Topic: CEF
How Front-Line Rations Arrive
Nerve-Racking Work of the Canadian Army Service Corps
Germans Have Range
Food and Mail Must Be Brought Up Under Direct Fire
Toronto World, 8 July 1917
Paris.—"Give the word to limber up, sergeant-major. And you might tell my groom that I shan't walk my horse this evening. I'll walk instead."
"Very good, sir," says the sergeant-major as he salutes and goes out.

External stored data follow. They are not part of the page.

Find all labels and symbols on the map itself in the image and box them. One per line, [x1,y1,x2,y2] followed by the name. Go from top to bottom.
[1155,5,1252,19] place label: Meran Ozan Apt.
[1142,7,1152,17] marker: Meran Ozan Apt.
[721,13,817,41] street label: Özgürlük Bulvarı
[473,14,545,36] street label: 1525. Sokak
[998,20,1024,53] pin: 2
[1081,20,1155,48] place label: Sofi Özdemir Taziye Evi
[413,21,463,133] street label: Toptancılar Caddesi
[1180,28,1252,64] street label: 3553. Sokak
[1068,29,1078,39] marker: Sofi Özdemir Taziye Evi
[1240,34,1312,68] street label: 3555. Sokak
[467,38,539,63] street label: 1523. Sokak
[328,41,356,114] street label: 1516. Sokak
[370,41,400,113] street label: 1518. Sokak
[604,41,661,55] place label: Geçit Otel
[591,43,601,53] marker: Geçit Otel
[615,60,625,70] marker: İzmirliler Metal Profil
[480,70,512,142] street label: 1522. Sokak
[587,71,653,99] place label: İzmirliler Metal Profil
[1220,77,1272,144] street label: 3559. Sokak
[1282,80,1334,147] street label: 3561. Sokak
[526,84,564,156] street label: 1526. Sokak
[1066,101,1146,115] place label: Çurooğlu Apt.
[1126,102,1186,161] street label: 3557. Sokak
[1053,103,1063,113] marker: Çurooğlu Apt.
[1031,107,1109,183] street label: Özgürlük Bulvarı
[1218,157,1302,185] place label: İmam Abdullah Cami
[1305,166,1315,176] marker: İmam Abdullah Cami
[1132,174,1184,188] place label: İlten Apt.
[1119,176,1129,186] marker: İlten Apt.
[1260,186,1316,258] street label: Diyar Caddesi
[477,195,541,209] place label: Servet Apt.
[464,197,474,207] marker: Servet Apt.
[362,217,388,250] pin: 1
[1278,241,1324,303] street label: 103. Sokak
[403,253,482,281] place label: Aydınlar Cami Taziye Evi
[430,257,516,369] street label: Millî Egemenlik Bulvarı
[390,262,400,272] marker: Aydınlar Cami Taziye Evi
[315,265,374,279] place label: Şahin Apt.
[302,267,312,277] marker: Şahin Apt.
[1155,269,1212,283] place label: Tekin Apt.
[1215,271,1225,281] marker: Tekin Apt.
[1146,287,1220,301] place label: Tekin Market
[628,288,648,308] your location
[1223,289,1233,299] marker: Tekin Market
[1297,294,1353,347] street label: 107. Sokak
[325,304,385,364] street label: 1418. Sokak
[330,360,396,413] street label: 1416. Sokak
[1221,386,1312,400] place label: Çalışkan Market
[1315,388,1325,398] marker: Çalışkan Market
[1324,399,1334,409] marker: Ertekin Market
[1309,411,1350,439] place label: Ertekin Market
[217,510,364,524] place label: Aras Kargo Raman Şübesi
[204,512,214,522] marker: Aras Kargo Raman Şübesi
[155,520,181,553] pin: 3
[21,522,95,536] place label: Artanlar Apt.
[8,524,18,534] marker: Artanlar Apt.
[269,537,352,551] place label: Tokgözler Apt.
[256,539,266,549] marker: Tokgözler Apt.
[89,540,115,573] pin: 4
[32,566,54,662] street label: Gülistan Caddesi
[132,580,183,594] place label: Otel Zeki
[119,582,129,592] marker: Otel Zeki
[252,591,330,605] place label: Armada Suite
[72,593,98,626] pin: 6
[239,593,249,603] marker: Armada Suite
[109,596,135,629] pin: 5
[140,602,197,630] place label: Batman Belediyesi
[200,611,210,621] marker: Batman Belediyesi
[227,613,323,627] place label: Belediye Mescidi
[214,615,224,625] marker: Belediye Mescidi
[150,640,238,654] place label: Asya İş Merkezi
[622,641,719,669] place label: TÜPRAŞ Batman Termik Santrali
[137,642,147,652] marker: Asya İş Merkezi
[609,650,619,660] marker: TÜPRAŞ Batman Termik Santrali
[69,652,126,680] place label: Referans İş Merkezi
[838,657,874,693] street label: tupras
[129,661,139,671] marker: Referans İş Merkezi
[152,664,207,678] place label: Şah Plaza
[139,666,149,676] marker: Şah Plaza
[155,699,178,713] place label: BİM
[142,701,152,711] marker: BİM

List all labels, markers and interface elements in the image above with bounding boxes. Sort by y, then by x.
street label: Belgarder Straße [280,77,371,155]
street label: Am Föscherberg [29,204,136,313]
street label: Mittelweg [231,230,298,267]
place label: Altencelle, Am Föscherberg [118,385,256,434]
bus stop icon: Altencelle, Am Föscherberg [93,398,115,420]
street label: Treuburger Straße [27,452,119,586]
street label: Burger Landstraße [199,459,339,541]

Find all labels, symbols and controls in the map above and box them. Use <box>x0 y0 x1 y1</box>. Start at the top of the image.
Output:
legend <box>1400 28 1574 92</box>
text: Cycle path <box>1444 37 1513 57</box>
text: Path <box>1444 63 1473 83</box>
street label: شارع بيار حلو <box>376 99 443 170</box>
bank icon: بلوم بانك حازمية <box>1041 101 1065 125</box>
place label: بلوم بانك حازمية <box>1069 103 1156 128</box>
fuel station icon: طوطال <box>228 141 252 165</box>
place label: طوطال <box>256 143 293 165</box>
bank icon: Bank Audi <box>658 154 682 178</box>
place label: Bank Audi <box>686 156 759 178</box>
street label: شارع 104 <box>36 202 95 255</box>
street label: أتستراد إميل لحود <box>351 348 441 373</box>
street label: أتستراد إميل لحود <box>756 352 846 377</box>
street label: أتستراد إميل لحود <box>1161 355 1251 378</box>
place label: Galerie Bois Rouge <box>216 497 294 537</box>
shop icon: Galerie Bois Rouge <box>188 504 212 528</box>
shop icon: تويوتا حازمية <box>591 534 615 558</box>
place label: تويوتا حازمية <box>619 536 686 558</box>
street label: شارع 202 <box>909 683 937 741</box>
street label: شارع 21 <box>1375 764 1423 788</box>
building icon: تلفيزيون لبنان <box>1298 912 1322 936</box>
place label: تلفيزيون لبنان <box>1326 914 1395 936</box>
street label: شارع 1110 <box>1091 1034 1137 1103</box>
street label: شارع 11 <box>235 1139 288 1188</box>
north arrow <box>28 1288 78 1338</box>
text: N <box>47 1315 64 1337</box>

There arises a clattering on the cobbles of the farmyard; voices call out orders; the watercarts are filled; horses are harnessed to their limbers; the mail and the rations are piled on their wagons; and ten minutes later the whole column is standing ready in the dusk, the transport man mounted, the quartermaster, the transport officer, and a sergeant on foot.
The sound of a whistle, a straining of horses, the cracking of a whip, and the transport rumbles and jolts out of the farmyard gate on its way towards the trenches.
Away ahead the first star-shells shoot up and sink slowly in the brilliance to the earth again. All the way along the horizon little sudden pricks of flame come from the enemy's guns, the soft "pop" of bursting shrapnel sounds thru the darkness—for it would be folly to set out before night hid you from German observers, and the "heavies" away on the right crash and rumble and then crash again as they burst among the broken houses. The road—a narrow strip of pave with bottomless, clinging mud on either side of it—is thronged with limbers of other regiments, with cookers, ambulances, A.S.C. lorries laden with tools and trench stores and piles of sandbags, orderlies on bicycles, wounded men on their way back to the field ambulance, and men from hospital on the way back to their units. And thru or with this stream winds the transport officer at the head of his column.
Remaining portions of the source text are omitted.